For the word "Keep", determine how many lines of the entries below contain it, and give only that number.

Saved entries

##############################

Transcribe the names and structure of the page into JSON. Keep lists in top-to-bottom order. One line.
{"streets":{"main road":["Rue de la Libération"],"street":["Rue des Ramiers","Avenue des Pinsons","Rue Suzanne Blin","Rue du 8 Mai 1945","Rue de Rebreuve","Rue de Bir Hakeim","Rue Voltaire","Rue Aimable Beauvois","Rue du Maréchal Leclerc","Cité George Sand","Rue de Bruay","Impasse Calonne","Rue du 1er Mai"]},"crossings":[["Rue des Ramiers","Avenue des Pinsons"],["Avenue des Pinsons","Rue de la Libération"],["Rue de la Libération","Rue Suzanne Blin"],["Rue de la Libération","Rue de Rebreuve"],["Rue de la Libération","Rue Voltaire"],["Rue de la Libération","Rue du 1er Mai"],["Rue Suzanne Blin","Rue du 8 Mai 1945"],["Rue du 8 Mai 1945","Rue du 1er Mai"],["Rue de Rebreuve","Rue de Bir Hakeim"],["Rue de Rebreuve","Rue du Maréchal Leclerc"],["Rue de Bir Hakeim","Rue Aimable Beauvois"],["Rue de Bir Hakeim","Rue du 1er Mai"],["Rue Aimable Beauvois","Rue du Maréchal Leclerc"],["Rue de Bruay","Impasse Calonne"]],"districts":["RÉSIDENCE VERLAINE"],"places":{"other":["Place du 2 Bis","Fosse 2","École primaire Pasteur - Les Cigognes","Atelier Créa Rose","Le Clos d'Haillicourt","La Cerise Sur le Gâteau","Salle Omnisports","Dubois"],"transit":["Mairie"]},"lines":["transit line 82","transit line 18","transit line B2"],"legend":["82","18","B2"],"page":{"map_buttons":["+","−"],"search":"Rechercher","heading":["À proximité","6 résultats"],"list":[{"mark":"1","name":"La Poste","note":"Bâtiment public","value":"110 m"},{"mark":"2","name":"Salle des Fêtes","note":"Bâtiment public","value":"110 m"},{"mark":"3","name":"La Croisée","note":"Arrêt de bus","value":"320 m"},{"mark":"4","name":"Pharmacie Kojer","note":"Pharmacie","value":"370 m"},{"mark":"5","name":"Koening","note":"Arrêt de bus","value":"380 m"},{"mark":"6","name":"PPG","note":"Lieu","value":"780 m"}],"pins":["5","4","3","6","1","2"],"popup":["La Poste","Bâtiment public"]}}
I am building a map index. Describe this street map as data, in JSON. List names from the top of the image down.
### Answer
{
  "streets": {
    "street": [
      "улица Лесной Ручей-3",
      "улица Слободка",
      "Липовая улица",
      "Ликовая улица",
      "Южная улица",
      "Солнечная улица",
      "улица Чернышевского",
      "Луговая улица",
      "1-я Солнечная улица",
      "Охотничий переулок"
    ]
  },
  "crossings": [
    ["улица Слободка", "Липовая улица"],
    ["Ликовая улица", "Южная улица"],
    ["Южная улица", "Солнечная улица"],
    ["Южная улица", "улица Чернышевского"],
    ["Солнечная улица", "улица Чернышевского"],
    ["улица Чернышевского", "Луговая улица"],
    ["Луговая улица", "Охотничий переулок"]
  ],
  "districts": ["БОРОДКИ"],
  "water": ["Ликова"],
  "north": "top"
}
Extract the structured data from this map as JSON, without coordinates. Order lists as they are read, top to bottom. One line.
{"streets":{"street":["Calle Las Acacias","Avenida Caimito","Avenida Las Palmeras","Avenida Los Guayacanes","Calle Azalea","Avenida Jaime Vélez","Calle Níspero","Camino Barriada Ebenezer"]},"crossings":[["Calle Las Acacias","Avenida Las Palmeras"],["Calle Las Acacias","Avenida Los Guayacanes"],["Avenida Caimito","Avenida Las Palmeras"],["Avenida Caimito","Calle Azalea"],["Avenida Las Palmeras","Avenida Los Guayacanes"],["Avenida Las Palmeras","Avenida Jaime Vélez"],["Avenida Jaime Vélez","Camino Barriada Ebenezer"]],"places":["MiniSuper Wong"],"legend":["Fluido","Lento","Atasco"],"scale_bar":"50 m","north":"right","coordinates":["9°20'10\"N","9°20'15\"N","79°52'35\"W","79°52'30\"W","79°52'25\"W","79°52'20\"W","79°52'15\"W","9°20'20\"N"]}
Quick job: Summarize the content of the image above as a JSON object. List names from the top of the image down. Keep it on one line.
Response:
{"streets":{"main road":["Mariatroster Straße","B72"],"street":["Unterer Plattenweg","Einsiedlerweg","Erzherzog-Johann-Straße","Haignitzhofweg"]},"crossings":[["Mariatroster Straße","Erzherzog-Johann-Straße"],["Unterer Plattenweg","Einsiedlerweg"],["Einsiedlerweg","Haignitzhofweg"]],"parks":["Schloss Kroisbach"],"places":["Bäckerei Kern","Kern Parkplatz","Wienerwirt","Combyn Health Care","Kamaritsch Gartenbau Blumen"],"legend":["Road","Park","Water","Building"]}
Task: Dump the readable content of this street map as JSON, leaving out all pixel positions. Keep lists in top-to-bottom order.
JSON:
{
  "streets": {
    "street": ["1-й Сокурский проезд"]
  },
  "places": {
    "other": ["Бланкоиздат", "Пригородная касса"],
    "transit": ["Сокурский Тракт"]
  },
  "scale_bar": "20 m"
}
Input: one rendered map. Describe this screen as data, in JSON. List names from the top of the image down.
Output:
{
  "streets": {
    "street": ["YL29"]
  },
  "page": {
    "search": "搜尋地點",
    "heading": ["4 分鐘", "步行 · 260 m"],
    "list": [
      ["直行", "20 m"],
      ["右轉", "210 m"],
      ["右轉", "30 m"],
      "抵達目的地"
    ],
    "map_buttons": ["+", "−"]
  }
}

##############################

Your solution: 3